Adding New DAGs or Execution Profiles
Packaging a New DAG
To create a new DAG, use the Dagy SDK:
from dagy import DAG, task
@task
def extract(source_path):
import pandas as pd
return pd.read_csv(source_path)
@task
def transform(data):
return data.assign(processed=True)
@task
def load(data, destination):
data.to_parquet(destination)
with DAG("etl_pipeline", version="1.0.0") as dag:
data = extract(source_path="{{ parameters.source }}")
transformed = transform(data=data)
load(transformed, destination="{{ parameters.destination }}")
Save this as flows/etl_pipeline.py. Build the DAG:
dagy build flows/etl_pipeline.py --output artifact.zip --version 1.0.0
This creates an artifact.zip containing flow_spec.json, metadata.json, and your Python source.
Uploading the Artifact
Push the artifact to S3:
aws s3 cp artifact.zip s3://your-artifact-bucket/flows/etl_pipeline/1.0.0/artifact.zip
Registering the Flow
Create a flow record in DynamoDB:
from dagy_api.persistence.models import FlowModel
import json
flow_spec = json.loads(Path("artifact/flow_spec.json").read_text())
FlowModel(
flow_name="etl_pipeline",
flow_version="1.0.0",
org_id="acme-corp",
spec=json.dumps(flow_spec),
artifact_s3_uri="s3://your-artifact-bucket/flows/etl_pipeline/1.0.0/artifact.zip",
).save()
Now you can launch:
launcher.launch(
flow_name="etl_pipeline",
flow_version="1.0.0",
org_id="acme-corp",
)
Creating Execution Profiles
Execution profiles combine a flow version with specific resource and deployment settings.

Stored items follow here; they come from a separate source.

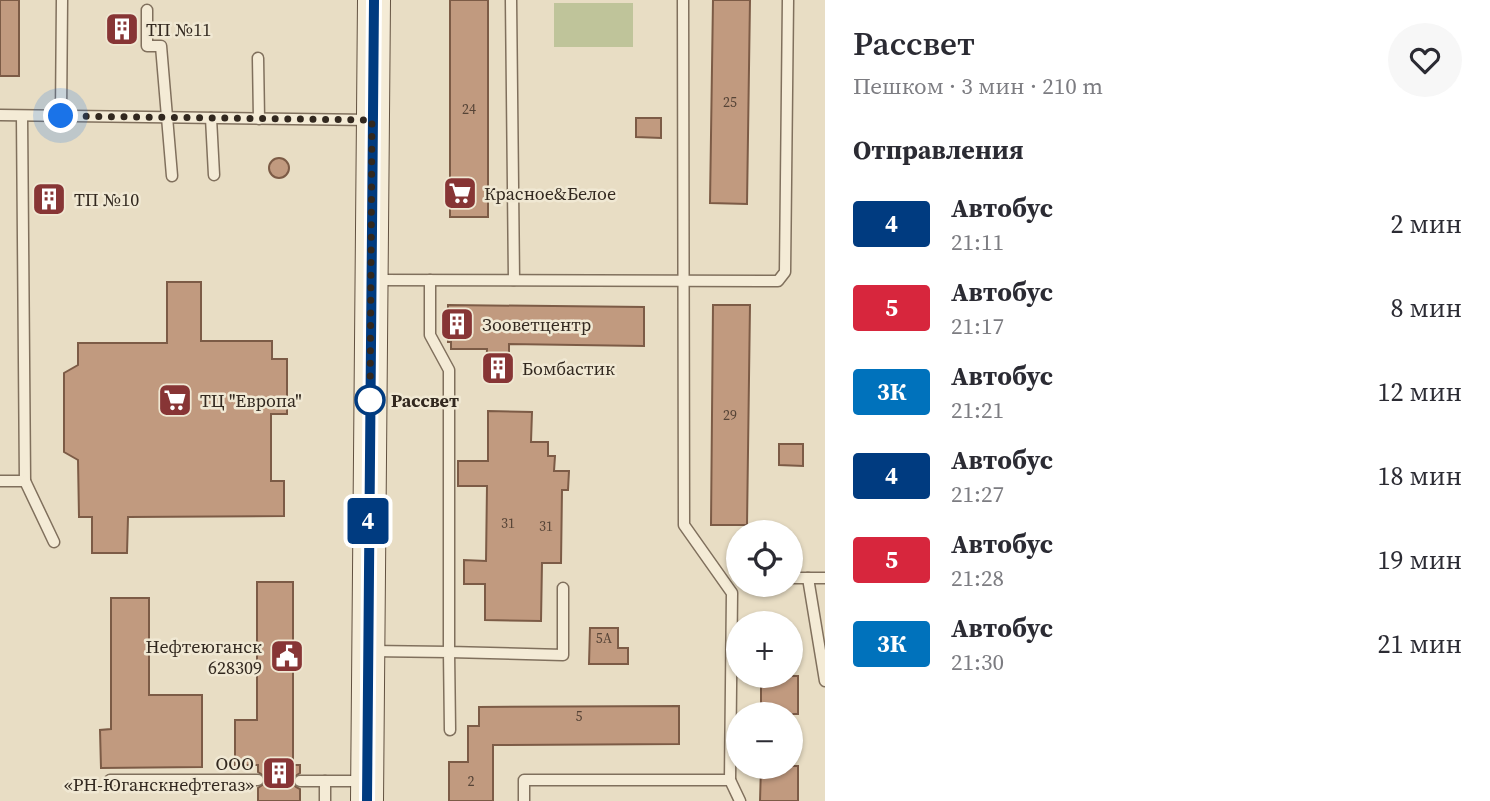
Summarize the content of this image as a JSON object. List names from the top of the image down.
{
  "places": {
    "building": [
      "ТП №11",
      "ТП №10",
      "Зооветцентр",
      "Бомбастик",
      "ООО «РН-Юганскнефтегаз»"
    ],
    "supermarket": ["Красное&Белое", "ТЦ \"Европа\""],
    "other": ["Рассвет"],
    "public building": ["Нефтеюганск 628309"]
  },
  "lines": ["bus line 4"],
  "house_numbers": [
    "25",
    "24",
    "29",
    "31",
    "31",
    "5А",
    "5",
    "2"
  ],
  "page": {
    "on_map": "4",
    "heading": [
      ["Рассвет", "Пешком · 3 мин · 210 m"],
      "Отправления"
    ],
    "list": [
      {
        "mark": "4",
        "name": "Автобус",
        "note": "21:11",
        "value": "2 мин"
      },
      {
        "mark": "5",
        "name": "Автобус",
        "note": "21:17",
        "value": "8 мин"
      },
      {
        "mark": "3К",
        "name": "Автобус",
        "note": "21:21",
        "value": "12 мин"
      },
      {
        "mark": "4",
        "name": "Автобус",
        "note": "21:27",
        "value": "18 мин"
      },
      {
        "mark": "5",
        "name": "Автобус",
        "note": "21:28",
        "value": "19 мин"
      },
      {
        "mark": "3К",
        "name": "Автобус",
        "note": "21:30",
        "value": "21 мин"
      }
    ],
    "map_buttons": ["+", "−"]
  }
}
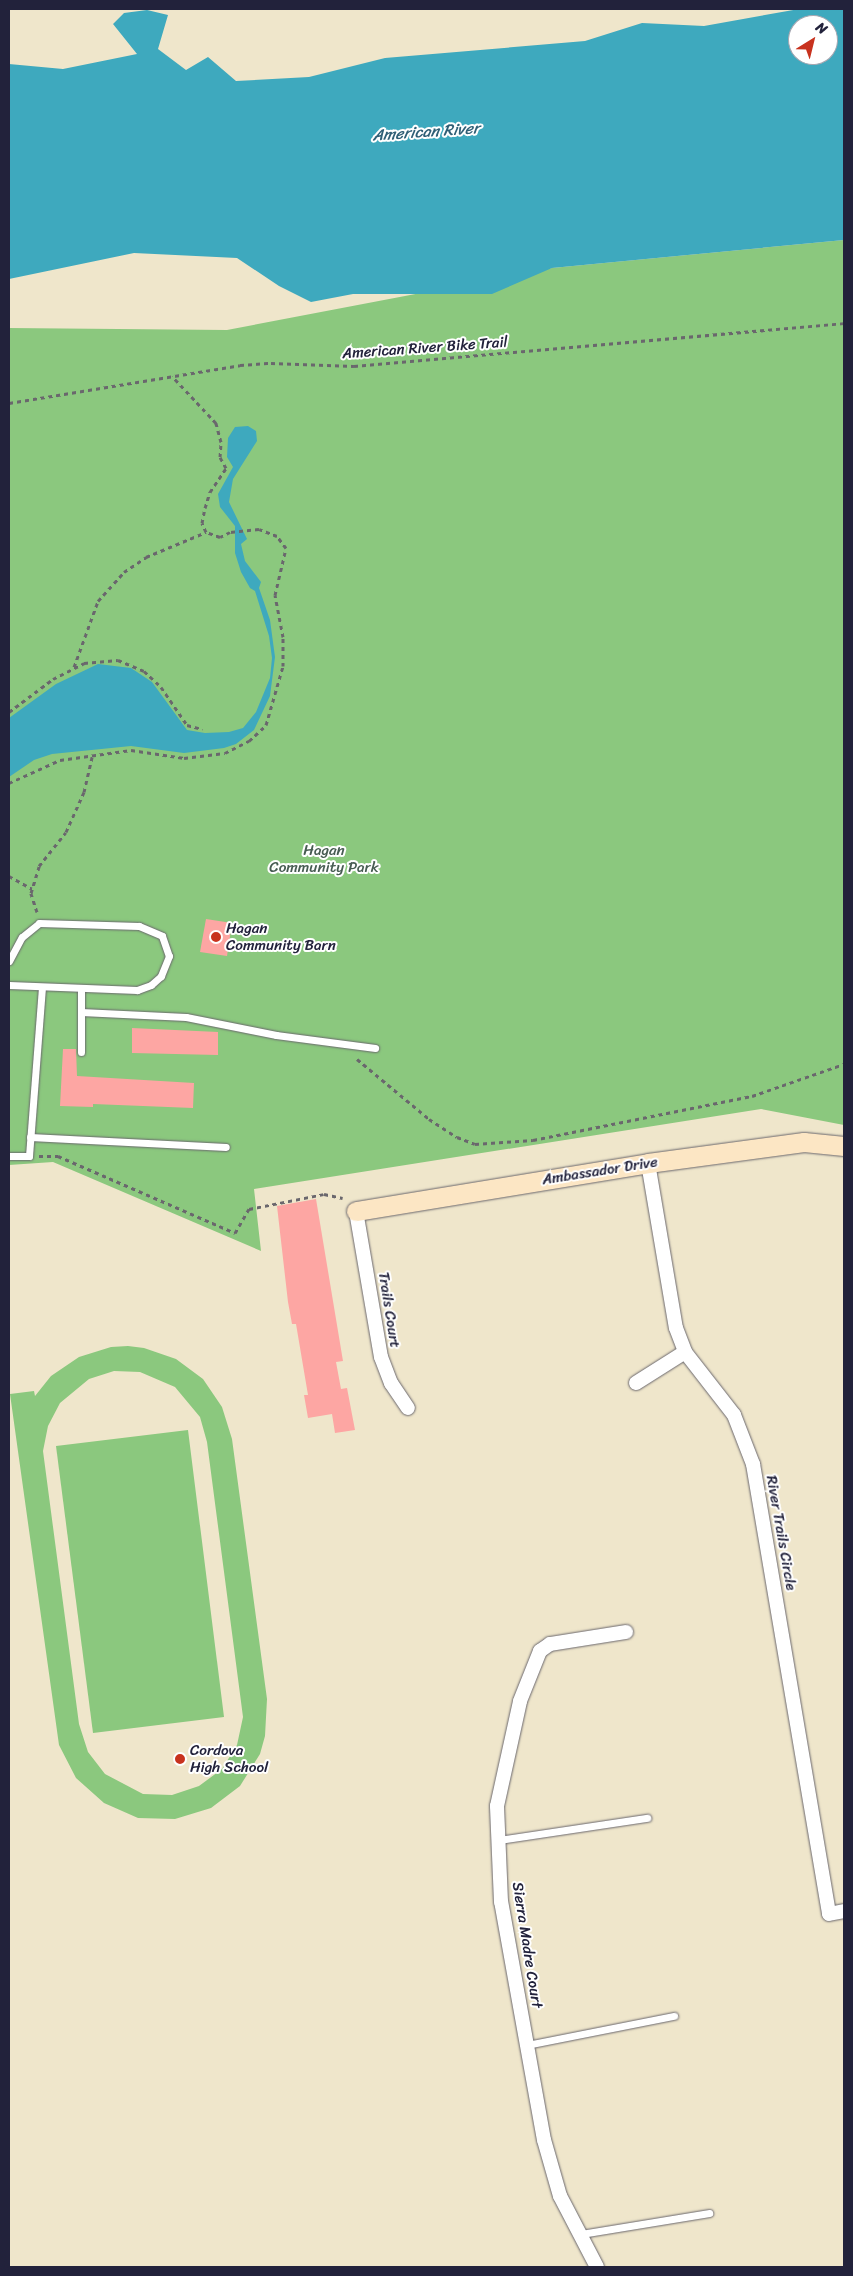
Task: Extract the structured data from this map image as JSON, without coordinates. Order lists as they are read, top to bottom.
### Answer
{
  "streets": {
    "street": [
      "Ambassador Drive",
      "Trails Court",
      "River Trails Circle",
      "Sierra Madre Court"
    ],
    "path": ["American River Bike Trail"]
  },
  "crossings": [
    ["Ambassador Drive", "Trails Court"],
    ["Ambassador Drive", "River Trails Circle"]
  ],
  "water": ["American River"],
  "parks": ["Hagan Community Park"],
  "places": ["Hagan Community Barn", "Cordova High School"],
  "north": "top right"
}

While Dagy doesn't have a built-in "profile" model, you can implement this in your application:
EXECUTION_PROFILES = {
"etl_pipeline:quick": {
"flow_name": "etl_pipeline",
"flow_version": "1.0.0",
"workload_profile": "medium",
"deployment_name": "production",
},
"etl_pipeline:large_dataset": {
"flow_name": "etl_pipeline",
"flow_version": "1.0.0",
"workload_profile": "xlarge",
"deployment_name": "production",
},
"etl_pipeline:dev": {
"flow_name": "etl_pipeline",
"flow_version": "dev-branch",
"workload_profile": "small",
"deployment_name": "develop",
},
}
# Launch using a profile
profile = EXECUTION_PROFILES["etl_pipeline:large_dataset"]
result = launcher.launch(
org_id="acme-corp",
environment="production",
**profile,
)
Environment-Specific Configuration
Different environments (develop, staging, production) often need different resource allocations and deployments.
Multi-Environment Setup
Define environment-specific defaults:
ENVIRONMENT_CONFIG = {
"develop": {
"subnets": ["subnet-dev-1", "subnet-dev-2"],
"security_groups": ["sg-dev"],
"workload_profile": "small",
"deployment_name": "develop",
},
"staging": {
"subnets": ["subnet-staging-1", "subnet-staging-2"],
"security_groups": ["sg-staging"],
"workload_profile": "medium",
"deployment_name": "staging",
},
"production": {
"subnets": ["subnet-prod-1", "subnet-prod-2", "subnet-prod-3"],
"security_groups": ["sg-prod"],
"workload_profile": "large",
"deployment_name": "production",
},
}
def launch_for_environment(flow_name, environment, **overrides):
launcher = DagLauncher()
config = ENVIRONMENT_CONFIG[environment]
return launcher.launch(
flow_name=flow_name,
environment=environment,
org_id="acme-corp",
**{**config, **overrides}, # Overrides can customize per-launch
)
Parameter Templating
Use Dagy's parameter templating to inject environment-specific values:
result = launcher.launch(
flow_name="etl_pipeline",
org_id="acme-corp",
environment="production",
parameters={
"output_bucket": f"s3://dagy-outputs-{environment}",
"temp_bucket": f"s3://dagy-temp-{environment}",
},
)
Your DAG can reference these parameters:
@task
def extract():
import os
output_bucket = os.environ.get("OUTPUT_BUCKET") # From parameters
...
Secret Management for DAG Runtime
Sensitive information (database passwords, API keys, tokens) should never be stored in flow definitions or parameters. Dagy supports injecting secrets from AWS Secrets Manager.
Creating a Secret
Store a secret in Secrets Manager:
aws secretsmanager create-secret \
--name prod/db-password \
--secret-string "my-secure-password"
aws secretsmanager create-secret \
--name prod/api-key \
--secret-string "sk-1234567890"
Injecting Secrets at Launch
The launcher accepts secrets_env mapping (not yet exposed in the example, but can be added):
# Note: This requires extending DagLauncher and EcsBackend
# to support secrets_env parameter
result = launcher.launch(
flow_name="api_pipeline",
org_id="acme-corp",
secrets_env={
"DB_PASSWORD": "arn:aws:secretsmanager:us-east-1:123456789:secret:prod/db-password",
"API_KEY": "arn:aws:secretsmanager:us-east-1:123456789:secret:prod/api-key",
},
)
The ECS task execution role must have secretsmanager:GetSecretValue permission on these ARNs. ECS injects the secret values as environment variables in the container, and your code reads them:
@task
def connect_database():
import os
db_password = os.environ["DB_PASSWORD"] # Injected by ECS
# Use password to connect
Secrets are never logged or stored in task definitions, only referenced via ARN.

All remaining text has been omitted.